La période qui précède la présentation d’un budget est extrêmement stressante pour tous les ministres d’un gouvernement : ils espèrent que les plaidoyers qu’ils ont faits auprès du ministre des Finances porteront leurs fruits… Elle l’est aussi pour les titulaires de petits ministères, qui doivent arriver à se faire entendre à travers des collègues et des missions qui pèsent lourd, une tâche particulièrement difficile. 

Le jour J, certains auront de larges sourires. Si ce qu’ils ont demandé se retrouve dans la lecture du budget, la partie est gagnée : le signal est ainsi envoyé clairement au Conseil du Trésor, l’argent va suivre. Mais d’autres vont feindre les mêmes sourires : ils savent déjà que leurs suggestions n’ont pas été retenues. Les arbitrages ont été faits au bureau du premier ministre, et la cause est déjà réglée.

C’est donc en amont que tout se joue — en décembre et en janvier, essentiellement. Nous savons tous que la part du lion du budget va à la santé et à l’éducation, qui boufferont les deux tiers des sommes accordées. Mon ancien collègue ministre des Finances Raymond Bachand disait souvent : « Si la tendance se maintient, dans quelques années, 90 % du budget de la province ira dans ces deux missions de l’État. » Or, il y a beaucoup de personnes pour se partager le reste.

Pour les ministres des petits ministères — comme ceux de la Culture ou des Relations internationales —, il faut donc apprendre à jouer du coude si l’on espère tirer quelque chose d’un budget. Sinon, on devra se contenter de miettes, voire de rien du tout.

Dans l’espoir d’obtenir un résultat positif, il faut ainsi élaborer une stratégie et la déployer dans les semaines et les mois précédents.

On doit s’assurer d’être entendu du ministre des Finances — et tous les collègues ministres espèrent la même chose. À ce jeu, nous sommes tous en lutte pour recevoir une mince part du gâteau. 

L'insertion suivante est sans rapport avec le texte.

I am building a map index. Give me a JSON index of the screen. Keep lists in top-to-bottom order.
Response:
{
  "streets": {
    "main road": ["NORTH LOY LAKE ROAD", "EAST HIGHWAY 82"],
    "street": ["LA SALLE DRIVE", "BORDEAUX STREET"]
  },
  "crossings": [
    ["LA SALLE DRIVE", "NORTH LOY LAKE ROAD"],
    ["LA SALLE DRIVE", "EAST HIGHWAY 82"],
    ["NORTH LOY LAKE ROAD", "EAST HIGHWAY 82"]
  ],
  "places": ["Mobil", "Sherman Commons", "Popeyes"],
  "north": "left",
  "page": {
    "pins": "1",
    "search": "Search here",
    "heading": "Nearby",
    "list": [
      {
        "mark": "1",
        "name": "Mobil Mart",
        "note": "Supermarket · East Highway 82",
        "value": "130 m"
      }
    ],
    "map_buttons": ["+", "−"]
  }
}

Cela se joue à plusieurs niveaux. Si votre sous-ministre saisit bien son rôle, il aura déblayé le terrain avec son vis-à-vis des Finances. Il lui soumettra et testera des propositions. Votre chef de cabinet, de son côté, devra multiplier les rencontres, les échanges et même les 5 à 7 avec les attachés politiques du ministre des Finances pour bien faire comprendre le point de vue de son ministre.

Puis arrive le moment où il est primordial d’obtenir une rencontre en face à face avec le ministre des Finances lui-même. Je m’amusais à qualifier l’exercice de numéro de « danse à claquettes »…

En compagnie du sous-ministre et du chef de cabinet, c’est le moment culminant. Il faut convaincre, argumenter, plaider, raconter une histoire, démontrer avec des chiffres le bien-fondé des nouveaux projets. Il faut faire miroiter que le milieu que l’on représente attend avec impatience cet investissement, et surtout que le Québec sera gagnant. D’ailleurs, le cabinet aura bien pris soin d’aller chercher les critiques formulées par le milieu afin d’enrichir son argumentaire.

Ensuite, dans les jours qui précèdent le budget, les ministres sont invités individuellement au ministère des Finances. C’est l’heure de la réponse. Dans une salle ultra-sécurisée, ils peuvent prendre conscience de ce qui les attend. Avec son chef de cabinet, le ministre reçoit le texte de la version imprimée sur du papier rose. À partir de là, le sort en est jeté.

Récemment, dans une entrevue accordée à Radio-Canada, mon ancien collègue ministre des Finances Carlos Leitão admettait ressentir certains regrets relativement à l’ampleur des compressions budgétaires que lui et le président du Conseil du Trésor Martin Coiteux avaient imposées dans les premières années du mandat — surtout en éducation. Il faut se rappeler que les agences de crédit menaçaient le gouvernement du Québec d’une décote. 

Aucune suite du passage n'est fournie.